[[ DATA SUPPLIED, beginning ]]

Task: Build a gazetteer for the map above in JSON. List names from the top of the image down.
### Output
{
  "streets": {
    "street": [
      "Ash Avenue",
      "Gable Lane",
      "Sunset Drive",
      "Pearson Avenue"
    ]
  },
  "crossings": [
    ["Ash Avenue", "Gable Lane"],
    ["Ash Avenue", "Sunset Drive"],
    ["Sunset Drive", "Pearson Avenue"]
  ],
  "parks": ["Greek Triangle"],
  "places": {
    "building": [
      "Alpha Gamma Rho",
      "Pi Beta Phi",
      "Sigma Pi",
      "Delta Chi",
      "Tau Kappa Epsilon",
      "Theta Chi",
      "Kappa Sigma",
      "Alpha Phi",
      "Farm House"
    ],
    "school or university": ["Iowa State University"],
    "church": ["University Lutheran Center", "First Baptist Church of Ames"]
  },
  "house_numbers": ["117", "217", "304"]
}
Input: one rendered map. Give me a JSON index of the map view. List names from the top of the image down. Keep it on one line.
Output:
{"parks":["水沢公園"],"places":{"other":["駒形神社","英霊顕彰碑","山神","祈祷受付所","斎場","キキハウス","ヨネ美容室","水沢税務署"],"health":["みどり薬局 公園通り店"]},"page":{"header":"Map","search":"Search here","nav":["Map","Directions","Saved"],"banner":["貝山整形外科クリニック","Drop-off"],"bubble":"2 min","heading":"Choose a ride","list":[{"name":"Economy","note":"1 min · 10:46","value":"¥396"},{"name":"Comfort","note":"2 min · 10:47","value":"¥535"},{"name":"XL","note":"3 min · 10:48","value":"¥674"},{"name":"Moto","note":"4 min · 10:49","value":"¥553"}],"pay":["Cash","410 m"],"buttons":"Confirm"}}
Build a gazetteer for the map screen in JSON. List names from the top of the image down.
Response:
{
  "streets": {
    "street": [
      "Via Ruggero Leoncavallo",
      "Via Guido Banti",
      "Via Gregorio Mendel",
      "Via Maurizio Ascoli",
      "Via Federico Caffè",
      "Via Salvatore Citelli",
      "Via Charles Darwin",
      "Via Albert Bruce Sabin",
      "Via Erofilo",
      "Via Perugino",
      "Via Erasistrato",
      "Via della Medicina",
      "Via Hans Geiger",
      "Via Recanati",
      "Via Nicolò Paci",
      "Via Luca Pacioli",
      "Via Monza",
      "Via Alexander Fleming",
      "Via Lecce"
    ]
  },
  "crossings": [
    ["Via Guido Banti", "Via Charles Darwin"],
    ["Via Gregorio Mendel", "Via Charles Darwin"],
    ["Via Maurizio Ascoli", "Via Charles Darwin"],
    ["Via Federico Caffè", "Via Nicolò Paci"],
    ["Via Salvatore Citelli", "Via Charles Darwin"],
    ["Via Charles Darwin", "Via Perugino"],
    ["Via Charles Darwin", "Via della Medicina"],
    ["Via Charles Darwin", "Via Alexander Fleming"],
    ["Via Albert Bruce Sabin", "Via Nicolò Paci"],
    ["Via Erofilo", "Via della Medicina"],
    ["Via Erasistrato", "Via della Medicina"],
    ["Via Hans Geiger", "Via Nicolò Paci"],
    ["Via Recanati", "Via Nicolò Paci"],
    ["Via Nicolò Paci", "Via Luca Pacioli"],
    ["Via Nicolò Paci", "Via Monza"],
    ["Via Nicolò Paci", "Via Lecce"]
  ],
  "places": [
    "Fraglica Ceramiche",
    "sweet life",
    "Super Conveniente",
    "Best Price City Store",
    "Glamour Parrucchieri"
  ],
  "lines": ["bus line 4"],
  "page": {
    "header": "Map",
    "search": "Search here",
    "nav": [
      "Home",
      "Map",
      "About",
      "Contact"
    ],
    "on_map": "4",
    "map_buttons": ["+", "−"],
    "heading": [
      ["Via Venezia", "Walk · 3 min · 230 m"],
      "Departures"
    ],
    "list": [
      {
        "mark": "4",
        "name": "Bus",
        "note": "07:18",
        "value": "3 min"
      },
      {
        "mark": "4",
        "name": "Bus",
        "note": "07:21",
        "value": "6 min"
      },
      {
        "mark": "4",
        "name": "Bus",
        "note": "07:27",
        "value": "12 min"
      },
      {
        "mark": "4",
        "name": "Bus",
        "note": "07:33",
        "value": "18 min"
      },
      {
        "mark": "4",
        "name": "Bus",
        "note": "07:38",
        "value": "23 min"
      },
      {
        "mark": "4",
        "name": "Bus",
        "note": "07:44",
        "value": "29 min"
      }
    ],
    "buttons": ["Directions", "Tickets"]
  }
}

[[ DATA SUPPLIED, end ]]

● PROBLEM DETAILS
Please output all the lines above exactly as given.

● ANSWER TO THE EXERCISE
Task: Build a gazetteer for the map above in JSON. List names from the top of the image down.
### Output
{
  "streets": {
    "street": [
      "Ash Avenue",
      "Gable Lane",
      "Sunset Drive",
      "Pearson Avenue"
    ]
  },
  "crossings": [
    ["Ash Avenue", "Gable Lane"],
    ["Ash Avenue", "Sunset Drive"],
    ["Sunset Drive", "Pearson Avenue"]
  ],
  "parks": ["Greek Triangle"],
  "places": {
    "building": [
      "Alpha Gamma Rho",
      "Pi Beta Phi",
      "Sigma Pi",
      "Delta Chi",
      "Tau Kappa Epsilon",
      "Theta Chi",
      "Kappa Sigma",
      "Alpha Phi",
      "Farm House"
    ],
    "school or university": ["Iowa State University"],
    "church": ["University Lutheran Center", "First Baptist Church of Ames"]
  },
  "house_numbers": ["117", "217", "304"]
}
Input: one rendered map. Give me a JSON index of the map view. List names from the top of the image down. Keep it on one line.
Output:
{"parks":["水沢公園"],"places":{"other":["駒形神社","英霊顕彰碑","山神","祈祷受付所","斎場","キキハウス","ヨネ美容室","水沢税務署"],"health":["みどり薬局 公園通り店"]},"page":{"header":"Map","search":"Search here","nav":["Map","Directions","Saved"],"banner":["貝山整形外科クリニック","Drop-off"],"bubble":"2 min","heading":"Choose a ride","list":[{"name":"Economy","note":"1 min · 10:46","value":"¥396"},{"name":"Comfort","note":"2 min · 10:47","value":"¥535"},{"name":"XL","note":"3 min · 10:48","value":"¥674"},{"name":"Moto","note":"4 min · 10:49","value":"¥553"}],"pay":["Cash","410 m"],"buttons":"Confirm"}}
Build a gazetteer for the map screen in JSON. List names from the top of the image down.
Response:
{
  "streets": {
    "street": [
      "Via Ruggero Leoncavallo",
      "Via Guido Banti",
      "Via Gregorio Mendel",
      "Via Maurizio Ascoli",
      "Via Federico Caffè",
      "Via Salvatore Citelli",
      "Via Charles Darwin",
      "Via Albert Bruce Sabin",
      "Via Erofilo",
      "Via Perugino",
      "Via Erasistrato",
      "Via della Medicina",
      "Via Hans Geiger",
      "Via Recanati",
      "Via Nicolò Paci",
      "Via Luca Pacioli",
      "Via Monza",
      "Via Alexander Fleming",
      "Via Lecce"
    ]
  },
  "crossings": [
    ["Via Guido Banti", "Via Charles Darwin"],
    ["Via Gregorio Mendel", "Via Charles Darwin"],
    ["Via Maurizio Ascoli", "Via Charles Darwin"],
    ["Via Federico Caffè", "Via Nicolò Paci"],
    ["Via Salvatore Citelli", "Via Charles Darwin"],
    ["Via Charles Darwin", "Via Perugino"],
    ["Via Charles Darwin", "Via della Medicina"],
    ["Via Charles Darwin", "Via Alexander Fleming"],
    ["Via Albert Bruce Sabin", "Via Nicolò Paci"],
    ["Via Erofilo", "Via della Medicina"],
    ["Via Erasistrato", "Via della Medicina"],
    ["Via Hans Geiger", "Via Nicolò Paci"],
    ["Via Recanati", "Via Nicolò Paci"],
    ["Via Nicolò Paci", "Via Luca Pacioli"],
    ["Via Nicolò Paci", "Via Monza"],
    ["Via Nicolò Paci", "Via Lecce"]
  ],
  "places": [
    "Fraglica Ceramiche",
    "sweet life",
    "Super Conveniente",
    "Best Price City Store",
    "Glamour Parrucchieri"
  ],
  "lines": ["bus line 4"],
  "page": {
    "header": "Map",
    "search": "Search here",
    "nav": [
      "Home",
      "Map",
      "About",
      "Contact"
    ],
    "on_map": "4",
    "map_buttons": ["+", "−"],
    "heading": [
      ["Via Venezia", "Walk · 3 min · 230 m"],
      "Departures"
    ],
    "list": [
      {
        "mark": "4",
        "name": "Bus",
        "note": "07:18",
        "value": "3 min"
      },
      {
        "mark": "4",
        "name": "Bus",
        "note": "07:21",
        "value": "6 min"
      },
      {
        "mark": "4",
        "name": "Bus",
        "note": "07:27",
        "value": "12 min"
      },
      {
        "mark": "4",
        "name": "Bus",
        "note": "07:33",
        "value": "18 min"
      },
      {
        "mark": "4",
        "name": "Bus",
        "note": "07:38",
        "value": "23 min"
      },
      {
        "mark": "4",
        "name": "Bus",
        "note": "07:44",
        "value": "29 min"
      }
    ],
    "buttons": ["Directions", "Tickets"]
  }
}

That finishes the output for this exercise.